**WHAT TO WORK ON:** Copy out the full listing below as it stands, with its pictures left behind.

── MATERIAL PROVIDED ──

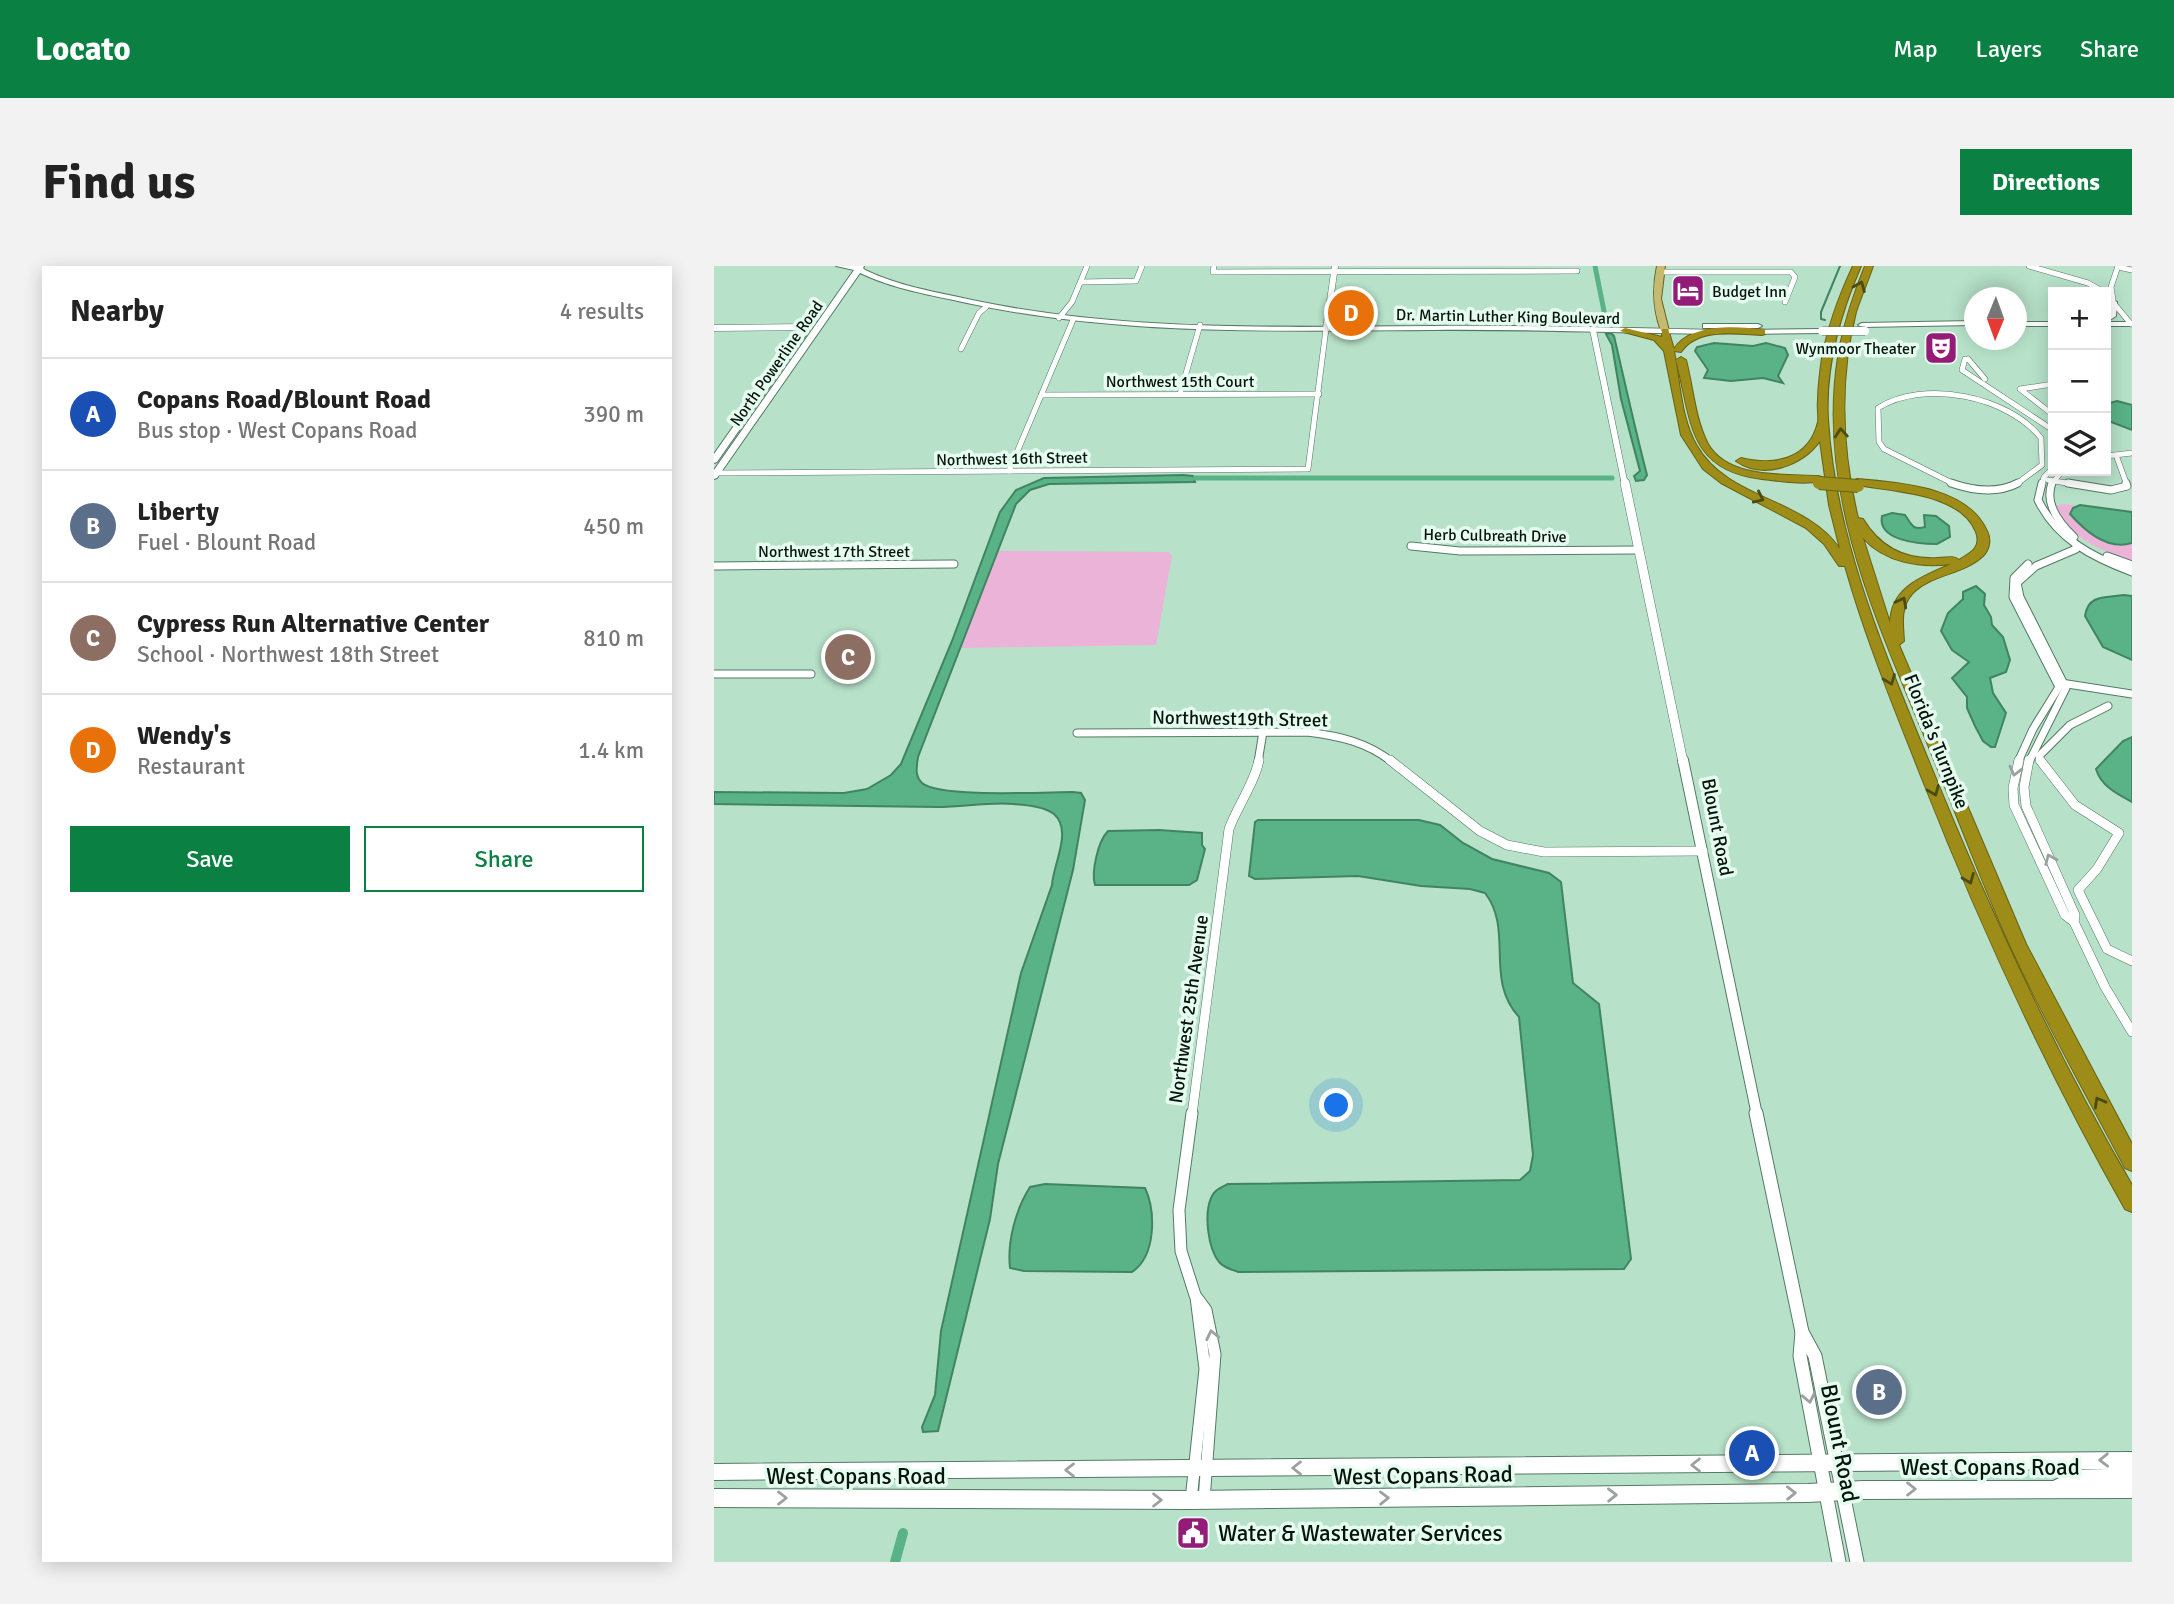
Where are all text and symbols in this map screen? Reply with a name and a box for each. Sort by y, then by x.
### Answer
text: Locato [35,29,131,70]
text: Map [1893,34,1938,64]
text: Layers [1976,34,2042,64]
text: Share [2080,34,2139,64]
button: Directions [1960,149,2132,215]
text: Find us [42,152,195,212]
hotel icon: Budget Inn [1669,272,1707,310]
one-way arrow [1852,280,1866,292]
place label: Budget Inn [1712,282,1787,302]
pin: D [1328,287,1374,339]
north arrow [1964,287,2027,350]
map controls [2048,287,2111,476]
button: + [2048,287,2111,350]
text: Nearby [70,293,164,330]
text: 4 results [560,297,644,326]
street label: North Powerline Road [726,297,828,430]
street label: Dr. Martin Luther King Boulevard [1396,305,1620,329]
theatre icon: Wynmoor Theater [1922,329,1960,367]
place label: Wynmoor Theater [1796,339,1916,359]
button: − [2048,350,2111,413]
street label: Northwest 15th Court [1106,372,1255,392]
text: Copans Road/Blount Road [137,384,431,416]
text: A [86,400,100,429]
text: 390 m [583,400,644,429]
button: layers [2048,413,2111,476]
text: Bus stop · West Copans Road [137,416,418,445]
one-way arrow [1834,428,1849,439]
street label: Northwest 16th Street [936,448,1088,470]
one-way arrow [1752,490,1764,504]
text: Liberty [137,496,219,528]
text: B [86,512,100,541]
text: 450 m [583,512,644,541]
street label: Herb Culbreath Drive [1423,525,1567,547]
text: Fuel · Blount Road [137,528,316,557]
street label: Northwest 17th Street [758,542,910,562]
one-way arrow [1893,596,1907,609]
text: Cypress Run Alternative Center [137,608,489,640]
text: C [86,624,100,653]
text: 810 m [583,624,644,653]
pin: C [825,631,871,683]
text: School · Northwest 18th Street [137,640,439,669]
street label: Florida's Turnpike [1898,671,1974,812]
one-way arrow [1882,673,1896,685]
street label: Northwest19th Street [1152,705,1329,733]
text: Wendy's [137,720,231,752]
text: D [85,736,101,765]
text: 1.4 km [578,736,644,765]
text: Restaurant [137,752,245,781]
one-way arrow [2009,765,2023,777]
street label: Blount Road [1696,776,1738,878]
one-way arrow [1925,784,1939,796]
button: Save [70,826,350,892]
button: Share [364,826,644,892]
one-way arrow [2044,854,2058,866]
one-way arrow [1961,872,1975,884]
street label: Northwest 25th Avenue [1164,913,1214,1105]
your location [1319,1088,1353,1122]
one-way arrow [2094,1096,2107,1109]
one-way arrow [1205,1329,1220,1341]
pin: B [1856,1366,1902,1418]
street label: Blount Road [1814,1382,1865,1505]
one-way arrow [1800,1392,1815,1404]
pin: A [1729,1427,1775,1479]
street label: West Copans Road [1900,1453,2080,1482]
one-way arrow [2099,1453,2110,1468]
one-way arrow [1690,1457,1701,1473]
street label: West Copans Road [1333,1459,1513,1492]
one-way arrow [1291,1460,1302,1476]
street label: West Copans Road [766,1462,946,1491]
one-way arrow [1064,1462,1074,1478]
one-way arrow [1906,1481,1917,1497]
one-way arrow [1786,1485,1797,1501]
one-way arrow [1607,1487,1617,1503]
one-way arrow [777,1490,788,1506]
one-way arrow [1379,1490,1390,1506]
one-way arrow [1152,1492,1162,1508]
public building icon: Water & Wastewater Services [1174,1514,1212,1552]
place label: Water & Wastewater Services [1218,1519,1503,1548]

───

**OUTPUT FOR THIS EXERCISE:**
Where are all text and symbols in this map screen? Reply with a name and a box for each. Sort by y, then by x.
### Answer
text: Locato [35,29,131,70]
text: Map [1893,34,1938,64]
text: Layers [1976,34,2042,64]
text: Share [2080,34,2139,64]
button: Directions [1960,149,2132,215]
text: Find us [42,152,195,212]
hotel icon: Budget Inn [1669,272,1707,310]
one-way arrow [1852,280,1866,292]
place label: Budget Inn [1712,282,1787,302]
pin: D [1328,287,1374,339]
north arrow [1964,287,2027,350]
map controls [2048,287,2111,476]
button: + [2048,287,2111,350]
text: Nearby [70,293,164,330]
text: 4 results [560,297,644,326]
street label: North Powerline Road [726,297,828,430]
street label: Dr. Martin Luther King Boulevard [1396,305,1620,329]
theatre icon: Wynmoor Theater [1922,329,1960,367]
place label: Wynmoor Theater [1796,339,1916,359]
button: − [2048,350,2111,413]
street label: Northwest 15th Court [1106,372,1255,392]
text: Copans Road/Blount Road [137,384,431,416]
text: A [86,400,100,429]
text: 390 m [583,400,644,429]
button: layers [2048,413,2111,476]
text: Bus stop · West Copans Road [137,416,418,445]
one-way arrow [1834,428,1849,439]
street label: Northwest 16th Street [936,448,1088,470]
one-way arrow [1752,490,1764,504]
text: Liberty [137,496,219,528]
text: B [86,512,100,541]
text: 450 m [583,512,644,541]
street label: Herb Culbreath Drive [1423,525,1567,547]
text: Fuel · Blount Road [137,528,316,557]
street label: Northwest 17th Street [758,542,910,562]
one-way arrow [1893,596,1907,609]
text: Cypress Run Alternative Center [137,608,489,640]
text: C [86,624,100,653]
text: 810 m [583,624,644,653]
pin: C [825,631,871,683]
text: School · Northwest 18th Street [137,640,439,669]
street label: Florida's Turnpike [1898,671,1974,812]
one-way arrow [1882,673,1896,685]
street label: Northwest19th Street [1152,705,1329,733]
text: Wendy's [137,720,231,752]
text: D [85,736,101,765]
text: 1.4 km [578,736,644,765]
text: Restaurant [137,752,245,781]
one-way arrow [2009,765,2023,777]
street label: Blount Road [1696,776,1738,878]
one-way arrow [1925,784,1939,796]
button: Save [70,826,350,892]
button: Share [364,826,644,892]
one-way arrow [2044,854,2058,866]
one-way arrow [1961,872,1975,884]
street label: Northwest 25th Avenue [1164,913,1214,1105]
your location [1319,1088,1353,1122]
one-way arrow [2094,1096,2107,1109]
one-way arrow [1205,1329,1220,1341]
pin: B [1856,1366,1902,1418]
street label: Blount Road [1814,1382,1865,1505]
one-way arrow [1800,1392,1815,1404]
pin: A [1729,1427,1775,1479]
street label: West Copans Road [1900,1453,2080,1482]
one-way arrow [2099,1453,2110,1468]
one-way arrow [1690,1457,1701,1473]
street label: West Copans Road [1333,1459,1513,1492]
one-way arrow [1291,1460,1302,1476]
street label: West Copans Road [766,1462,946,1491]
one-way arrow [1064,1462,1074,1478]
one-way arrow [1906,1481,1917,1497]
one-way arrow [1786,1485,1797,1501]
one-way arrow [1607,1487,1617,1503]
one-way arrow [777,1490,788,1506]
one-way arrow [1379,1490,1390,1506]
one-way arrow [1152,1492,1162,1508]
public building icon: Water & Wastewater Services [1174,1514,1212,1552]
place label: Water & Wastewater Services [1218,1519,1503,1548]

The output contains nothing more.